Responsible ML Research @ Twitter

2021 / 22

As a User Researcher for Responsible ML at Twitter, I worked closely with the META (Machine Learning Ethics, Transparency, & Accountability) team. This section includes a summary of some projects I worked on. If you are interested in learning more about any of them, do not hesitate to reach out at if76 [at] cornell [dot] edu.

Algorithmic Bias Bounty for Collaborative Harm Identification

When building machine learning systems, it’s nearly impossible to foresee all potential problems and ensure that a model will serve all groups of people equitably. Direct feedback from the communities affected by our algorithms helps us design products to serve all people and communities. Inspired by bug bounties in cybersecurity, we created the first-ever Algorithmic Bias Bounty competition hosted at DEFCON AI Village 2021. We invited the ethical AI hacker community to take apart the saliency model Twitter used in production in order to identify bias and other potential harms within it. And the results were very cool! Check the winners here.

My role, alongside Kyra Yee, was to create the evaluation criteria to judge participants’ submissions, inspired by previous frameworks in privacy and security for assessing risk. Why was this difficult? The challenge here was coming up with a rubric that was concrete enough to grade and compare submissions but broad enough to encompass a wide variety of harms and methodologies. We wanted to make sure our rubric would still allow people to be really creative with their submissions and the problems they perceive. We focused on issues that have historically received less attention in fair ML research, such as representational harms, so we assigned a different number of points to different types of harms. We also encouraged qualitative analyses, grading each submission by not only their code, but their assessment of why their approach and perspective were relevant.

Twitter Blog Post: Sharing learnings from the first algorithmic bias bounty challenge, By Kyra Yee and Irene Font Peradejordi, September 2021

Algorithmic Transparency to Calibrate Users’ Trust

ML systems are not perfect, and their limitations can be unclear to end users. Over-relying on a decision made by an ML system has the potential to create severe harm in high-stakes situations. When building ML-driven products, it is critical to give users the tools they need to quickly assess how much the outcome of the system can and should be trusted. Algorithmic Transparency or explainability can help, but it is not a one-size-fits-all for all users and all contexts. For explanations to be effective, they must be embedded into a user-centered design process aimed at helping stakeholders calibrate their trust in the ML systems.

This is why Yomna Elsayed and I created a Human-Centered framework to help product teams calibrate users’ trust in ML systems by collaborating with multiple stakeholders to identify (1) what to explain, (2) how to explain it, and (3) what is technically doable for each product.

To learn more about this project, reach out at if76 [at] cornell [dot] edu.

Data-Driven ML Personas

ML practitioners are a broad and diverse user base, and a user-centered framework is requierd to organize their needs as well as to help stakeholders make strategic decisions.

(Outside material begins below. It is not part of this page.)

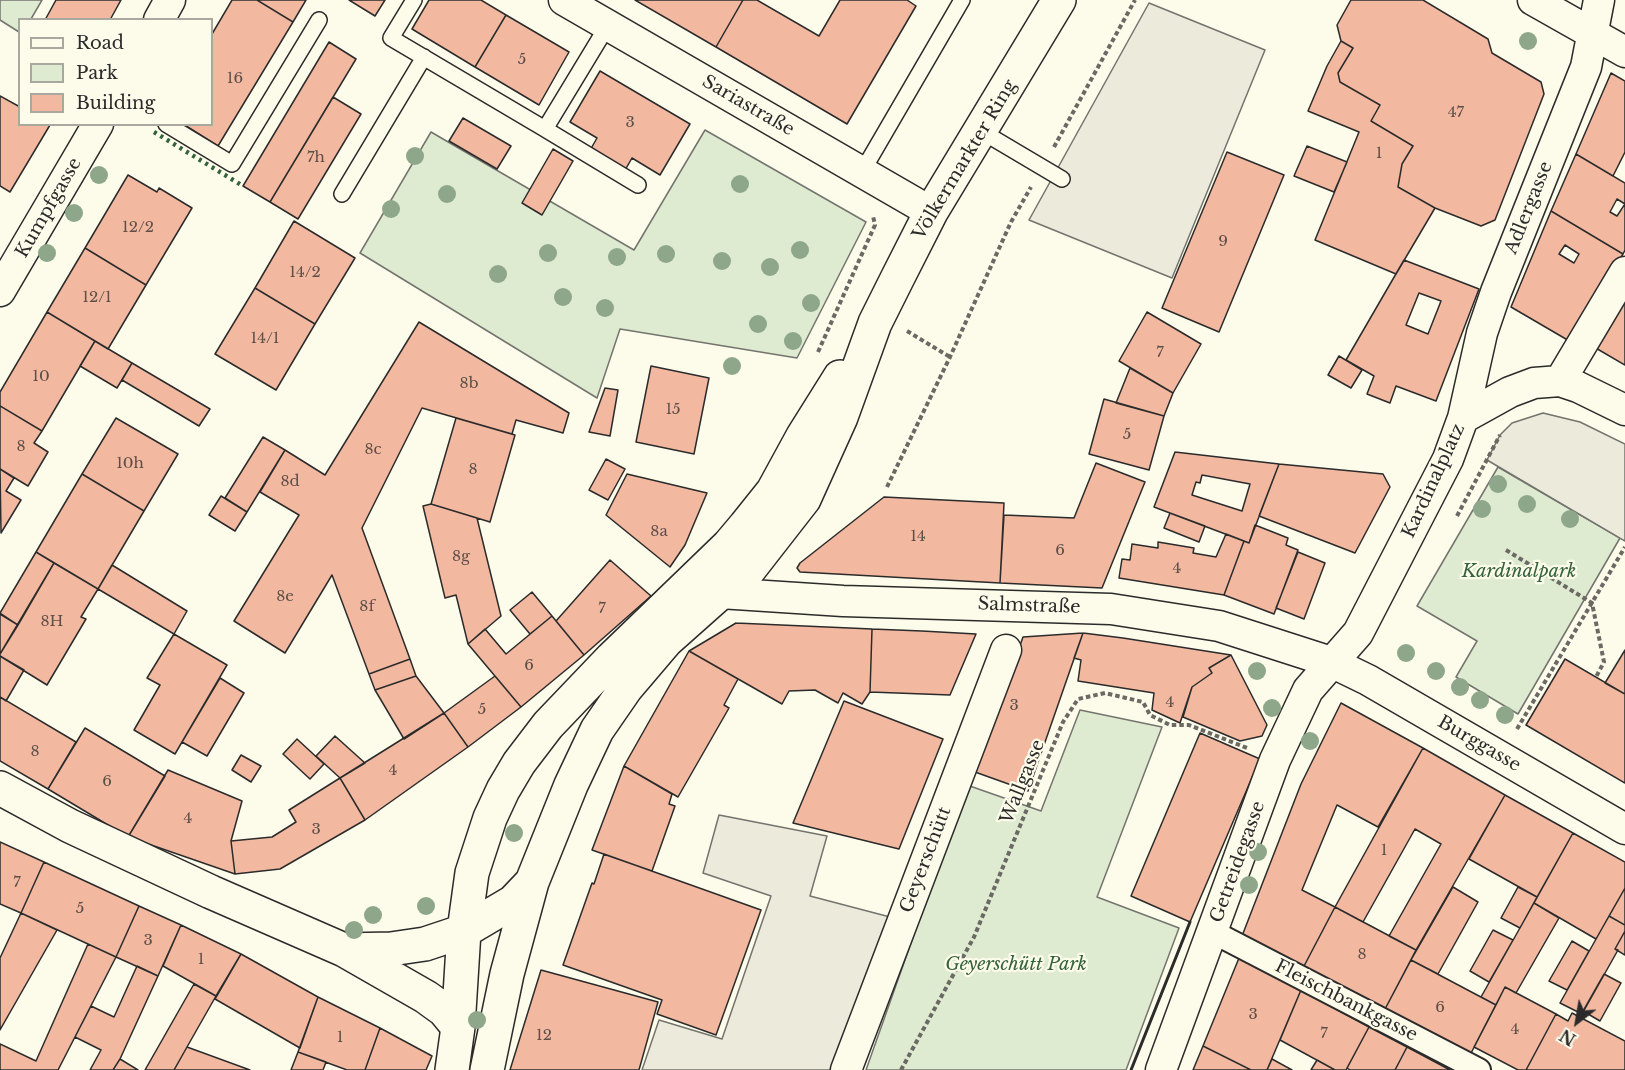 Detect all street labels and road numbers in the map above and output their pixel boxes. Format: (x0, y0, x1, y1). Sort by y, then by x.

I led and worked alongside Twitter's directors in developing data-driven User Personas for the ML practitioner’s community. I did so using a mixed-methods research approach. First, I identified dimensions of higher variance within our population through semi-structured interviews. Then, I used the uncovered insights to craft a questionnaire to find user clusters with similar behavior patterns. I used K-Means and PCA for the cluster analysis and conducted validation interviews. I defined a total of 5 interrelated clusters, as well as the relationships between each other.

To learn more about this project, reach out at if76 [at] cornell [dot] edu.

Efficient, Reproducible, and Contextual Algorithmic Risk Assessment

Social media companies are tasked with identifying and mitigating the harms introduced by the algorithms, but there are currently no industry standards we can rely on to structure this work. During my time at the company, I led the development of an auditing framework for ML systems across the company to identify and remediate unwanted bias. Risk assessment methodologies in cybersecurity were drawn to balance the need for efficient, reproducible, and contextual ethical risk assessments for ML models in an organizational setting.

To learn more about this project, reach out at if76 [at] cornell [dot] edu.

ACM FAccT 2022 Workshop – Imagining a Collaborative Approach between Companies and Communities on Developing Harm Remediation Strategies

I led the development of a CRAFT workshop at the FAccT conference to bring together policy experts, activists, academic and independent researchers, and practitioners working in the industry in two panels to help answer two big questions: (1) how might companies collaborate with communities to develop remediation strategies to the surfaced algorithmic harms? and (2) how might companies be held accountable for implementing such proposed remediation strategies?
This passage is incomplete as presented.